**Records from a data collection:**
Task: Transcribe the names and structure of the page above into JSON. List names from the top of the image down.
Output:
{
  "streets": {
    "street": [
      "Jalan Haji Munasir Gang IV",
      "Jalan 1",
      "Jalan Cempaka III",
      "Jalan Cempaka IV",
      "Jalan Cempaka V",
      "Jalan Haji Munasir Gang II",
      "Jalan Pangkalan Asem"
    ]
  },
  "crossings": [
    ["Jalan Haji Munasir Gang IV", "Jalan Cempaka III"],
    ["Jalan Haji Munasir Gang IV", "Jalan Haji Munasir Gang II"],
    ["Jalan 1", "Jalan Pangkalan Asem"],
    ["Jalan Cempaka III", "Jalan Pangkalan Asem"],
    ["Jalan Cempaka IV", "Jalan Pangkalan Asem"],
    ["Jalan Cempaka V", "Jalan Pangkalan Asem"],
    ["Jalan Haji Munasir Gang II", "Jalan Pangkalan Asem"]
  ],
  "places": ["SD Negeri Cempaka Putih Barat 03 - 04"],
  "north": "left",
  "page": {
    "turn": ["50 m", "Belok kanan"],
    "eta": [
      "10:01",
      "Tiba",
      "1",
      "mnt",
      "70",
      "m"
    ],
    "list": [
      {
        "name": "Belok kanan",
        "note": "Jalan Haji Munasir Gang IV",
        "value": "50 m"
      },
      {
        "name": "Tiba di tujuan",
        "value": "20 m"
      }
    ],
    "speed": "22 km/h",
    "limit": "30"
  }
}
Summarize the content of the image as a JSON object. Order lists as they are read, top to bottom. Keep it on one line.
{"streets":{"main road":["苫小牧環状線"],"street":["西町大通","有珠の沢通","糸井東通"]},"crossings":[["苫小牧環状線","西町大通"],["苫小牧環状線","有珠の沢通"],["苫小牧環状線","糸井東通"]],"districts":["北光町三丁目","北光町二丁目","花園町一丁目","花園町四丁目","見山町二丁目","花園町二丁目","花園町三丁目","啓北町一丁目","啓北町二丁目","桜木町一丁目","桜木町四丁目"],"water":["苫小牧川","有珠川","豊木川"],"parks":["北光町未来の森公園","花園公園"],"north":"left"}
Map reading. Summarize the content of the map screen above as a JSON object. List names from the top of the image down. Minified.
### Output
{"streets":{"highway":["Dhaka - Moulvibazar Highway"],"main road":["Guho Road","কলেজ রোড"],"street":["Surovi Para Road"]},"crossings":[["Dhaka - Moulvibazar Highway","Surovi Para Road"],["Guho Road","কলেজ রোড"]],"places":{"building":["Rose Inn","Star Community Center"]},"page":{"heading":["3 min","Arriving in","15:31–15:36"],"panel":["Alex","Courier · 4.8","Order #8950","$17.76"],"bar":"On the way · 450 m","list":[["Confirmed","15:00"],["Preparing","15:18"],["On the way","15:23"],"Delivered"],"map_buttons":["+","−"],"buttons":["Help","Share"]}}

**TASK REQUIREMENTS:** The response has to contain every record shown above, unaltered and complete.

**TASK OUTPUT:**
Task: Transcribe the names and structure of the page above into JSON. List names from the top of the image down.
Output:
{
  "streets": {
    "street": [
      "Jalan Haji Munasir Gang IV",
      "Jalan 1",
      "Jalan Cempaka III",
      "Jalan Cempaka IV",
      "Jalan Cempaka V",
      "Jalan Haji Munasir Gang II",
      "Jalan Pangkalan Asem"
    ]
  },
  "crossings": [
    ["Jalan Haji Munasir Gang IV", "Jalan Cempaka III"],
    ["Jalan Haji Munasir Gang IV", "Jalan Haji Munasir Gang II"],
    ["Jalan 1", "Jalan Pangkalan Asem"],
    ["Jalan Cempaka III", "Jalan Pangkalan Asem"],
    ["Jalan Cempaka IV", "Jalan Pangkalan Asem"],
    ["Jalan Cempaka V", "Jalan Pangkalan Asem"],
    ["Jalan Haji Munasir Gang II", "Jalan Pangkalan Asem"]
  ],
  "places": ["SD Negeri Cempaka Putih Barat 03 - 04"],
  "north": "left",
  "page": {
    "turn": ["50 m", "Belok kanan"],
    "eta": [
      "10:01",
      "Tiba",
      "1",
      "mnt",
      "70",
      "m"
    ],
    "list": [
      {
        "name": "Belok kanan",
        "note": "Jalan Haji Munasir Gang IV",
        "value": "50 m"
      },
      {
        "name": "Tiba di tujuan",
        "value": "20 m"
      }
    ],
    "speed": "22 km/h",
    "limit": "30"
  }
}
Summarize the content of the image as a JSON object. Order lists as they are read, top to bottom. Keep it on one line.
{"streets":{"main road":["苫小牧環状線"],"street":["西町大通","有珠の沢通","糸井東通"]},"crossings":[["苫小牧環状線","西町大通"],["苫小牧環状線","有珠の沢通"],["苫小牧環状線","糸井東通"]],"districts":["北光町三丁目","北光町二丁目","花園町一丁目","花園町四丁目","見山町二丁目","花園町二丁目","花園町三丁目","啓北町一丁目","啓北町二丁目","桜木町一丁目","桜木町四丁目"],"water":["苫小牧川","有珠川","豊木川"],"parks":["北光町未来の森公園","花園公園"],"north":"left"}
Map reading. Summarize the content of the map screen above as a JSON object. List names from the top of the image down. Minified.
### Output
{"streets":{"highway":["Dhaka - Moulvibazar Highway"],"main road":["Guho Road","কলেজ রোড"],"street":["Surovi Para Road"]},"crossings":[["Dhaka - Moulvibazar Highway","Surovi Para Road"],["Guho Road","কলেজ রোড"]],"places":{"building":["Rose Inn","Star Community Center"]},"page":{"heading":["3 min","Arriving in","15:31–15:36"],"panel":["Alex","Courier · 4.8","Order #8950","$17.76"],"bar":"On the way · 450 m","list":[["Confirmed","15:00"],["Preparing","15:18"],["On the way","15:23"],"Delivered"],"map_buttons":["+","−"],"buttons":["Help","Share"]}}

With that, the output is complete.